= Task item =
Scan the entries for lines with "content" and say how many there are, with nothing more.

= Dataset records =
::::::
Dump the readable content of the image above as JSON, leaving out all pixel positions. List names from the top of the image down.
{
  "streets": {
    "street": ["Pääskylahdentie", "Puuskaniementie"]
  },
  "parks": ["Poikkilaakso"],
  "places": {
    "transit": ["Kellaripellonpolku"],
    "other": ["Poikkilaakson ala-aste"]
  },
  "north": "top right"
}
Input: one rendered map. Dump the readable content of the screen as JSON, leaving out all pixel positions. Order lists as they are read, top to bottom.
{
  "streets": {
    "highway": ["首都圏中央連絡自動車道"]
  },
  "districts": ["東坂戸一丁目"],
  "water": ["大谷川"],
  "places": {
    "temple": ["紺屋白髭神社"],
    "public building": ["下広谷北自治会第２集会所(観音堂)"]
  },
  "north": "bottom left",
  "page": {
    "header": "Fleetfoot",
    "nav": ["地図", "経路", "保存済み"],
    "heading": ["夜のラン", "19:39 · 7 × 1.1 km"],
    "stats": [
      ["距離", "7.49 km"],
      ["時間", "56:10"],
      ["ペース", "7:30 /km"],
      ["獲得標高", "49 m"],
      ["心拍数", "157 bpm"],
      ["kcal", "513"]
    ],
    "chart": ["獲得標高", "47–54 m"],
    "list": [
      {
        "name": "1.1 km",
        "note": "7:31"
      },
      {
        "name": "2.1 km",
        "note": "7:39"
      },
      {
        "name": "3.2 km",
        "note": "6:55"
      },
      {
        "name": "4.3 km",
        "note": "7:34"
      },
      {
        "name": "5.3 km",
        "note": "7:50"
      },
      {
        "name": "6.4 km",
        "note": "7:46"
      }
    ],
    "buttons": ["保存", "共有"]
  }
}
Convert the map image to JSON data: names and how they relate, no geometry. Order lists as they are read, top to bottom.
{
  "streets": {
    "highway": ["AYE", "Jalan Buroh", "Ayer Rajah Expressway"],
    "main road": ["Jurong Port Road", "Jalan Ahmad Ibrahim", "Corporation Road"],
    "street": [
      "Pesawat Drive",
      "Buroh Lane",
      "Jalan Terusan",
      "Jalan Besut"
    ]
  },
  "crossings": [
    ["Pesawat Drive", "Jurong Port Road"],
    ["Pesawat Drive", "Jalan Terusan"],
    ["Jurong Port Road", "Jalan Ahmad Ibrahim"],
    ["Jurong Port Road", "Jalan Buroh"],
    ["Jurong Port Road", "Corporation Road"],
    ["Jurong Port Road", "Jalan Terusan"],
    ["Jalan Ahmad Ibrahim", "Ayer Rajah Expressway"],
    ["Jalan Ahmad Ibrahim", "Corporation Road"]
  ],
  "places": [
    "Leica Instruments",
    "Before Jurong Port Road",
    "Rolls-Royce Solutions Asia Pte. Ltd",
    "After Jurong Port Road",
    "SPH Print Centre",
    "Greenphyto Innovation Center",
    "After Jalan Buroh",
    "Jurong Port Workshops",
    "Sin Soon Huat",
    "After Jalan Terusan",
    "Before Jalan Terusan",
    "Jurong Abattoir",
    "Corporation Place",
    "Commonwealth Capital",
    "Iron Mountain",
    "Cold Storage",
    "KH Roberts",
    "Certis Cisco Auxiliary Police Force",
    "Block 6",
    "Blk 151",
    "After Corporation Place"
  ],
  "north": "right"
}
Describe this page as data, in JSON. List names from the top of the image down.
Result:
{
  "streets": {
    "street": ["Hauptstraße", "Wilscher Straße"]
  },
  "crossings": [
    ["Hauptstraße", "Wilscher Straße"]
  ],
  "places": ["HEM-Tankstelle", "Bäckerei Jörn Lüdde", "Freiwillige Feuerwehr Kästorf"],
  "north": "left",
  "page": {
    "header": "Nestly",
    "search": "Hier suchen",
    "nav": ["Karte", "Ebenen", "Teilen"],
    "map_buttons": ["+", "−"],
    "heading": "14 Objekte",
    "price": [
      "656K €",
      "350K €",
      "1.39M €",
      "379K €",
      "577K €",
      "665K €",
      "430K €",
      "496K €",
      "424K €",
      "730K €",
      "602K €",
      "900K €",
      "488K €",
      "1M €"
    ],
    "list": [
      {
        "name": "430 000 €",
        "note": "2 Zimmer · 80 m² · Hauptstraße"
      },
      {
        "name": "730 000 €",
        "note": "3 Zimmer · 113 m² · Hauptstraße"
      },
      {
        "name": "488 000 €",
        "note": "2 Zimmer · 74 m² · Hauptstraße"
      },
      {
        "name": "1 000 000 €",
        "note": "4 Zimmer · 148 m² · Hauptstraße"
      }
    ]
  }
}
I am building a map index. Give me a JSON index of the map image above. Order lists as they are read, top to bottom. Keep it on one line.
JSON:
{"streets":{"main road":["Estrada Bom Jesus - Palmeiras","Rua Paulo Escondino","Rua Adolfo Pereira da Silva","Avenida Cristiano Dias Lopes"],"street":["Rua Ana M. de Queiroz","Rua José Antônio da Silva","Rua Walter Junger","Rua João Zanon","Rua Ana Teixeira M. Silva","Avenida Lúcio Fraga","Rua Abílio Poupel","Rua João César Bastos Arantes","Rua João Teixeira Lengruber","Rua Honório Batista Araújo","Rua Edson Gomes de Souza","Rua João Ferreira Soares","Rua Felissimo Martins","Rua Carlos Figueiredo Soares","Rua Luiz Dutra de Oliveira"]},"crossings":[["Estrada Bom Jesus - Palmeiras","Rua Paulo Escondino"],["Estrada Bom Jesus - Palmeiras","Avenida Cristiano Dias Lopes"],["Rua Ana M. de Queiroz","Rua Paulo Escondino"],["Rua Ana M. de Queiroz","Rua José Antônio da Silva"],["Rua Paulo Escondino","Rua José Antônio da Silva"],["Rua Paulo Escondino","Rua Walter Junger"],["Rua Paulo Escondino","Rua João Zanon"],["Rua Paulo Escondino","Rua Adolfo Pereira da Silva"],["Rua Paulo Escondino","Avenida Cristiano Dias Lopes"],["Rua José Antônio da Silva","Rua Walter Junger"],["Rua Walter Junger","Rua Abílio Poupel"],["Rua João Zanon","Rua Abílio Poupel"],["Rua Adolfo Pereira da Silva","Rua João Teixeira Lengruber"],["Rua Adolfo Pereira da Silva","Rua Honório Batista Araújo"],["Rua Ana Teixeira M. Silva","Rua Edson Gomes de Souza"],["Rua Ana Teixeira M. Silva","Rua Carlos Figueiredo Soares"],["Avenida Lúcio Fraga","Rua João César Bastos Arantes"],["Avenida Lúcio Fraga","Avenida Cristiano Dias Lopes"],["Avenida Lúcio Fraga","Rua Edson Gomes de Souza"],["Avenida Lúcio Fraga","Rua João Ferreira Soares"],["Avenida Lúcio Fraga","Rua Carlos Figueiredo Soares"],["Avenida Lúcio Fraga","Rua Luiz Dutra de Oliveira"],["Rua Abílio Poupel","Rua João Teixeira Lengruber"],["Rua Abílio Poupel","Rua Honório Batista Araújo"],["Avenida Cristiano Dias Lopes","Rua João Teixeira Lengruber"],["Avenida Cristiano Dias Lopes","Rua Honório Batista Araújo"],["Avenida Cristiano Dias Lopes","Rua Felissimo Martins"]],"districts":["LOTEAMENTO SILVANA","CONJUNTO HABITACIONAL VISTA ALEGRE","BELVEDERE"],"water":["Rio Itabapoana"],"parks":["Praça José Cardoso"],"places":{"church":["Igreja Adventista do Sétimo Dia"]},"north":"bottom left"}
::::::
= Task solution =
2